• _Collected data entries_
********************

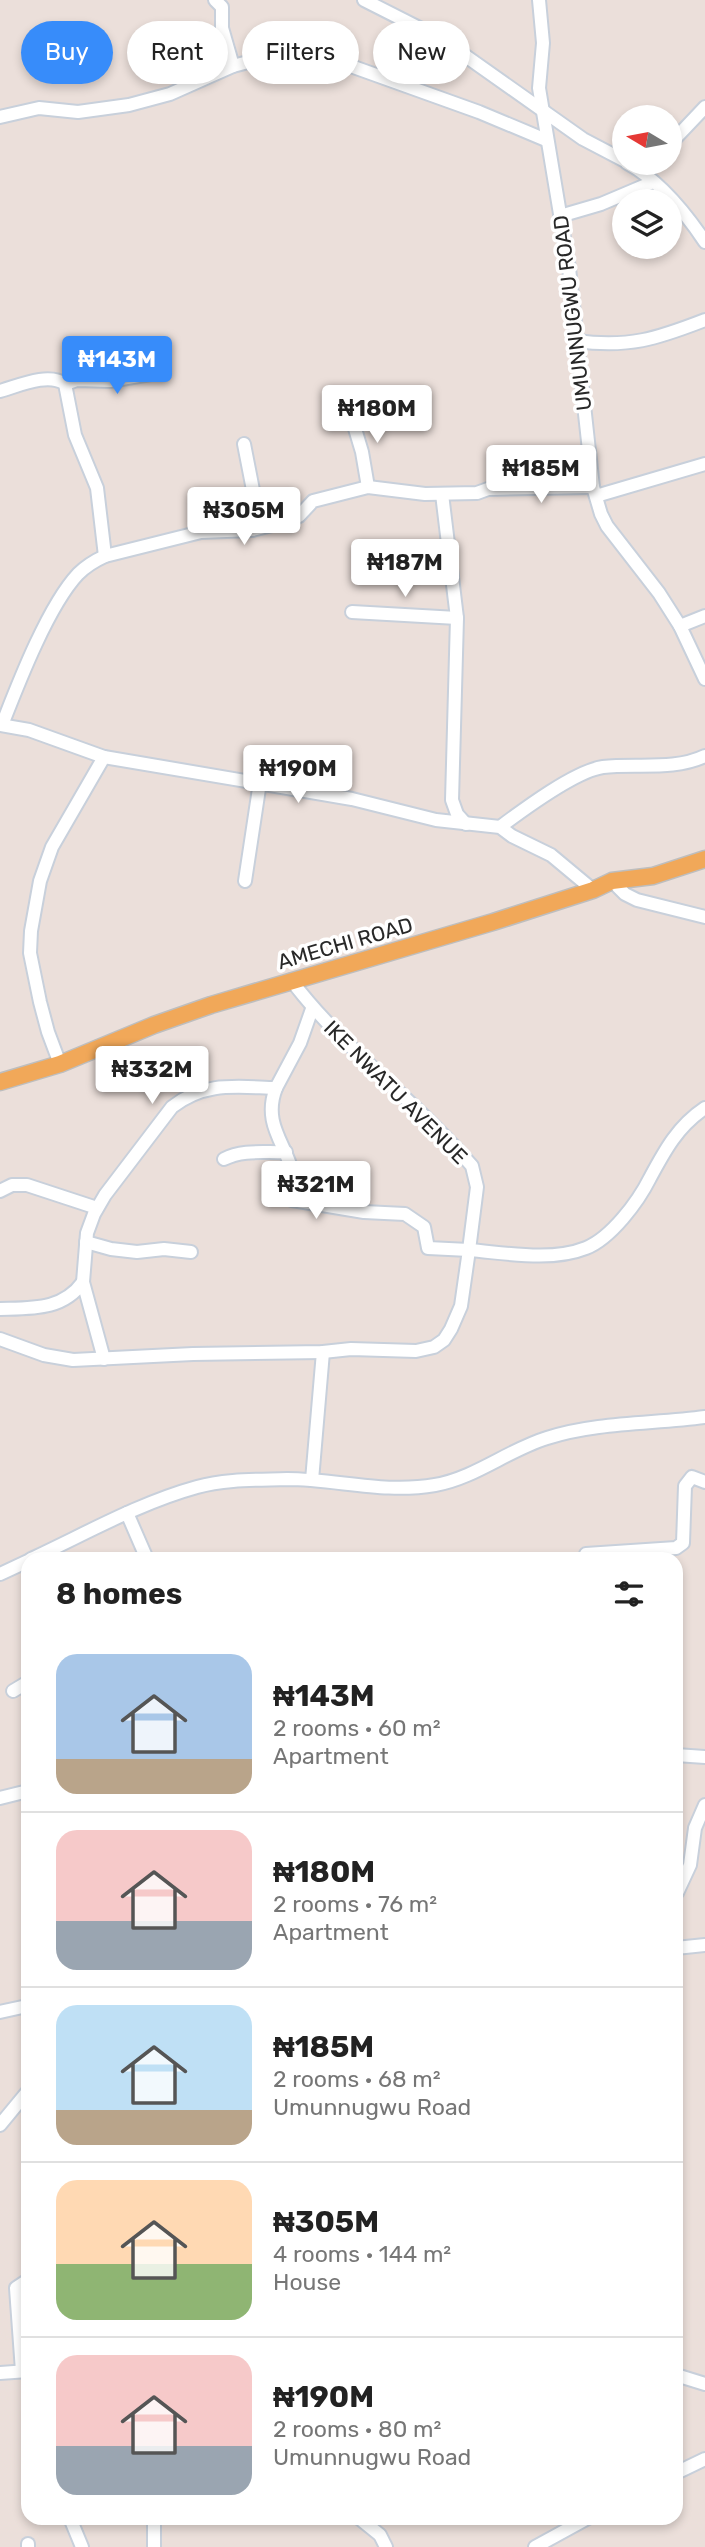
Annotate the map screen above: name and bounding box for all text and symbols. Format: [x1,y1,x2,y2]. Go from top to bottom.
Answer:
chip: Buy [21,21,113,84]
chip: Rent [127,21,228,84]
chip: Filters [242,21,359,84]
chip: New [373,21,470,84]
north arrow [612,105,682,175]
map controls [612,105,682,259]
button: layers [612,189,682,259]
street label: UMUNNUGWU ROAD [548,214,596,412]
pin: ₦143M [68,336,166,396]
text: ₦143M [78,345,156,373]
pin: ₦180M [328,386,426,445]
text: ₦180M [338,394,416,422]
pin: ₦185M [492,446,590,505]
text: ₦185M [502,454,580,482]
pin: ₦305M [195,488,293,547]
text: ₦305M [203,496,285,524]
pin: ₦187M [356,540,454,599]
text: ₦187M [367,548,443,576]
pin: ₦190M [249,746,347,805]
text: ₦190M [259,754,337,782]
street label: AMECHI ROAD [275,912,415,974]
street label: IKE NWATU AVENUE [319,1015,473,1169]
pin: ₦332M [103,1046,201,1106]
text: ₦332M [112,1055,192,1083]
pin: ₦321M [267,1162,365,1221]
text: ₦321M [277,1170,355,1198]
icon: filters [610,1575,648,1613]
text: 8 homes [56,1576,182,1612]
text: ₦143M [273,1678,375,1714]
icon: home [112,1682,196,1766]
text: 2 rooms · 60 m² [273,1714,441,1742]
text: Apartment [273,1742,389,1770]
text: ₦180M [273,1854,375,1890]
icon: home [112,1858,196,1942]
text: 2 rooms · 76 m² [273,1890,437,1918]
text: Apartment [273,1918,389,1946]
text: ₦185M [273,2029,374,2065]
icon: home [112,2033,196,2117]
text: 2 rooms · 68 m² [273,2065,441,2093]
text: Umunnugwu Road [273,2093,471,2121]
text: ₦305M [273,2204,379,2240]
icon: home [112,2208,196,2292]
text: 4 rooms · 144 m² [273,2240,451,2268]
text: House [273,2268,341,2296]
text: ₦190M [273,2379,374,2415]
icon: home [112,2383,196,2467]
text: 2 rooms · 80 m² [273,2415,441,2443]
text: Umunnugwu Road [273,2443,471,2471]

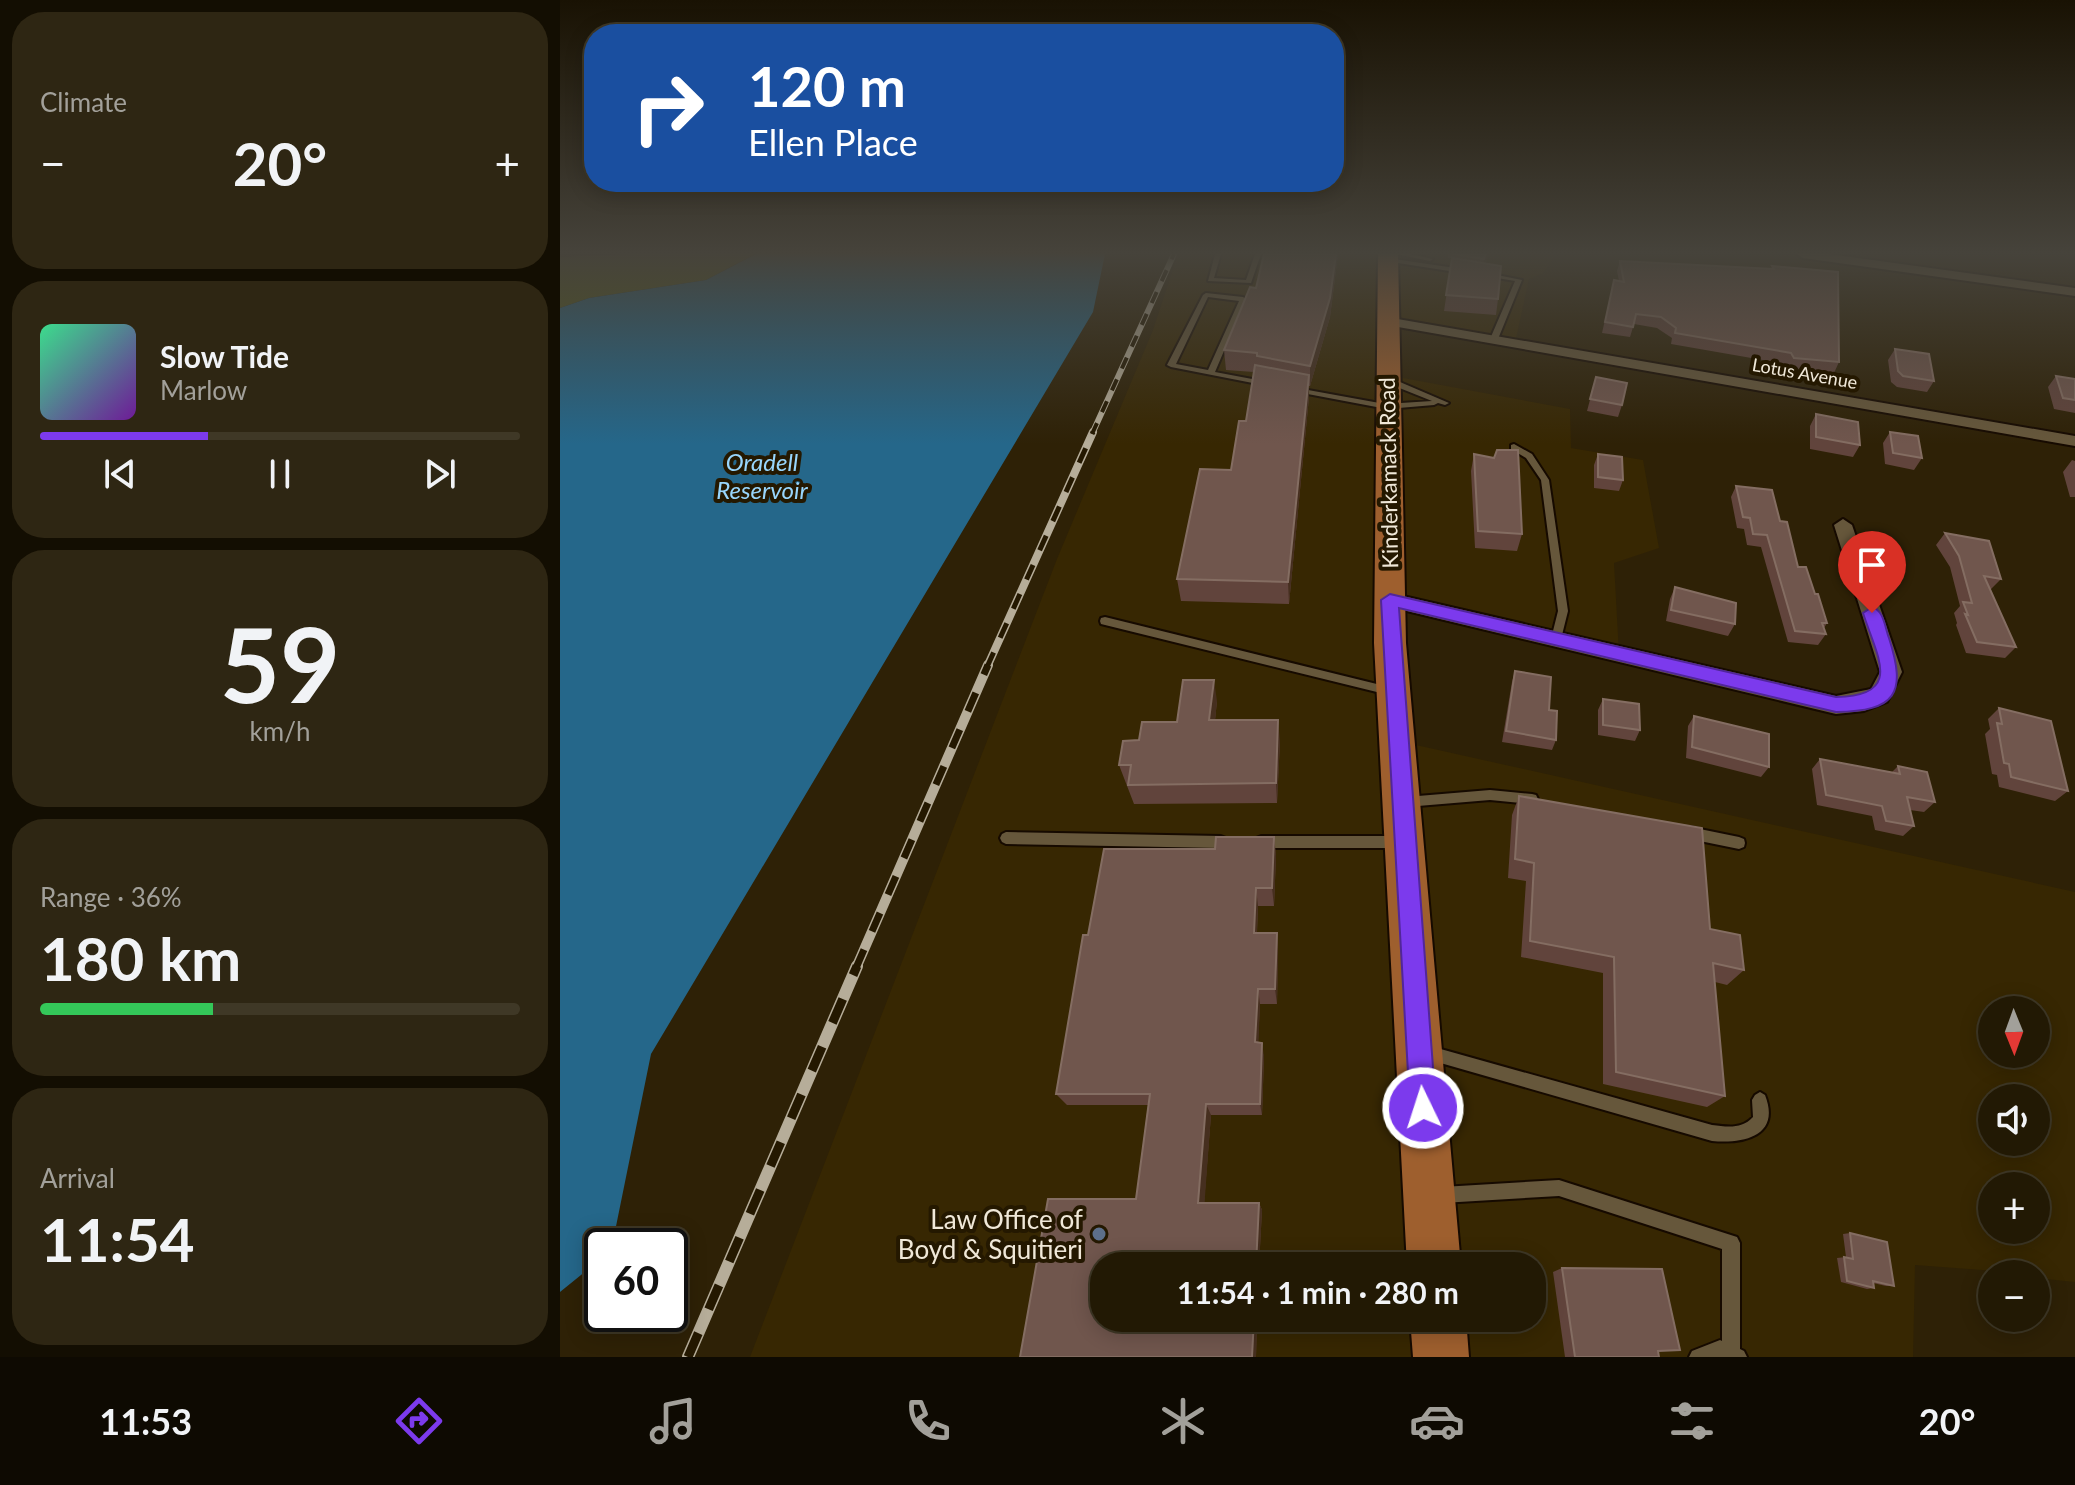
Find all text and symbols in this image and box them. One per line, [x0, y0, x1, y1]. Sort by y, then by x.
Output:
text: 120 m [748, 52, 906, 119]
icon: right [616, 56, 720, 160]
text: Climate [40, 86, 127, 118]
text: Ellen Place [748, 120, 918, 164]
text: 20° [233, 127, 327, 199]
text: − [40, 137, 66, 189]
text: + [494, 137, 520, 189]
text: Slow Tide [160, 338, 289, 374]
street label: Lotus Avenue [1751, 353, 1859, 393]
text: Marlow [160, 374, 247, 406]
street label: Kinderkamack Road [1373, 377, 1403, 569]
water label: Oradell Reservoir [716, 447, 809, 504]
icon: previous [98, 452, 142, 496]
icon: pause [258, 452, 302, 496]
icon: next [418, 452, 462, 496]
pin [1838, 531, 1906, 613]
icon: arrive [1850, 543, 1894, 587]
text: 59 [220, 600, 340, 725]
text: km/h [250, 715, 310, 747]
text: Range · 36% [40, 881, 182, 913]
text: 180 km [40, 922, 241, 994]
north arrow [1978, 996, 2050, 1068]
map controls [1978, 996, 2050, 1332]
position arrow [1381, 1066, 1465, 1150]
button: sound [1978, 1084, 2050, 1156]
text: Arrival [40, 1162, 115, 1194]
button: + [1978, 1172, 2050, 1244]
text: 11:54 [40, 1203, 195, 1275]
place label: Law Office of Boyd & Squitieri [898, 1203, 1083, 1265]
marker: Law Office of Boyd & Squitieri [1090, 1225, 1108, 1243]
speed limit sign: 60 [584, 1228, 688, 1332]
button: − [1978, 1260, 2050, 1332]
text: 11:54 · 1 min · 280 m [1177, 1274, 1459, 1310]
icon: directions [391, 1393, 447, 1449]
icon: music [645, 1393, 701, 1449]
icon: phone [900, 1393, 956, 1449]
icon: climate [1155, 1393, 1211, 1449]
icon: car [1409, 1393, 1465, 1449]
icon: filters [1664, 1393, 1720, 1449]
text: 11:53 [99, 1399, 192, 1443]
text: 20° [1919, 1399, 1976, 1443]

********************

• _Directions for this task_
Each line of the data needs to be output exactly, with any image excluded.

• _Answer section_
Annotate the map screen above: name and bounding box for all text and symbols. Format: [x1,y1,x2,y2]. Go from top to bottom.
Answer:
chip: Buy [21,21,113,84]
chip: Rent [127,21,228,84]
chip: Filters [242,21,359,84]
chip: New [373,21,470,84]
north arrow [612,105,682,175]
map controls [612,105,682,259]
button: layers [612,189,682,259]
street label: UMUNNUGWU ROAD [548,214,596,412]
pin: ₦143M [68,336,166,396]
text: ₦143M [78,345,156,373]
pin: ₦180M [328,386,426,445]
text: ₦180M [338,394,416,422]
pin: ₦185M [492,446,590,505]
text: ₦185M [502,454,580,482]
pin: ₦305M [195,488,293,547]
text: ₦305M [203,496,285,524]
pin: ₦187M [356,540,454,599]
text: ₦187M [367,548,443,576]
pin: ₦190M [249,746,347,805]
text: ₦190M [259,754,337,782]
street label: AMECHI ROAD [275,912,415,974]
street label: IKE NWATU AVENUE [319,1015,473,1169]
pin: ₦332M [103,1046,201,1106]
text: ₦332M [112,1055,192,1083]
pin: ₦321M [267,1162,365,1221]
text: ₦321M [277,1170,355,1198]
icon: filters [610,1575,648,1613]
text: 8 homes [56,1576,182,1612]
text: ₦143M [273,1678,375,1714]
icon: home [112,1682,196,1766]
text: 2 rooms · 60 m² [273,1714,441,1742]
text: Apartment [273,1742,389,1770]
text: ₦180M [273,1854,375,1890]
icon: home [112,1858,196,1942]
text: 2 rooms · 76 m² [273,1890,437,1918]
text: Apartment [273,1918,389,1946]
text: ₦185M [273,2029,374,2065]
icon: home [112,2033,196,2117]
text: 2 rooms · 68 m² [273,2065,441,2093]
text: Umunnugwu Road [273,2093,471,2121]
text: ₦305M [273,2204,379,2240]
icon: home [112,2208,196,2292]
text: 4 rooms · 144 m² [273,2240,451,2268]
text: House [273,2268,341,2296]
text: ₦190M [273,2379,374,2415]
icon: home [112,2383,196,2467]
text: 2 rooms · 80 m² [273,2415,441,2443]
text: Umunnugwu Road [273,2443,471,2471]

Find all text and symbols in this image and box them. One per line, [x0, y0, x1, y1]. Sort by y, then by x.
Output:
text: 120 m [748, 52, 906, 119]
icon: right [616, 56, 720, 160]
text: Climate [40, 86, 127, 118]
text: Ellen Place [748, 120, 918, 164]
text: 20° [233, 127, 327, 199]
text: − [40, 137, 66, 189]
text: + [494, 137, 520, 189]
text: Slow Tide [160, 338, 289, 374]
street label: Lotus Avenue [1751, 353, 1859, 393]
text: Marlow [160, 374, 247, 406]
street label: Kinderkamack Road [1373, 377, 1403, 569]
water label: Oradell Reservoir [716, 447, 809, 504]
icon: previous [98, 452, 142, 496]
icon: pause [258, 452, 302, 496]
icon: next [418, 452, 462, 496]
pin [1838, 531, 1906, 613]
icon: arrive [1850, 543, 1894, 587]
text: 59 [220, 600, 340, 725]
text: km/h [250, 715, 310, 747]
text: Range · 36% [40, 881, 182, 913]
text: 180 km [40, 922, 241, 994]
north arrow [1978, 996, 2050, 1068]
map controls [1978, 996, 2050, 1332]
position arrow [1381, 1066, 1465, 1150]
button: sound [1978, 1084, 2050, 1156]
text: Arrival [40, 1162, 115, 1194]
button: + [1978, 1172, 2050, 1244]
text: 11:54 [40, 1203, 195, 1275]
place label: Law Office of Boyd & Squitieri [898, 1203, 1083, 1265]
marker: Law Office of Boyd & Squitieri [1090, 1225, 1108, 1243]
speed limit sign: 60 [584, 1228, 688, 1332]
button: − [1978, 1260, 2050, 1332]
text: 11:54 · 1 min · 280 m [1177, 1274, 1459, 1310]
icon: directions [391, 1393, 447, 1449]
icon: music [645, 1393, 701, 1449]
icon: phone [900, 1393, 956, 1449]
icon: climate [1155, 1393, 1211, 1449]
icon: car [1409, 1393, 1465, 1449]
icon: filters [1664, 1393, 1720, 1449]
text: 11:53 [99, 1399, 192, 1443]
text: 20° [1919, 1399, 1976, 1443]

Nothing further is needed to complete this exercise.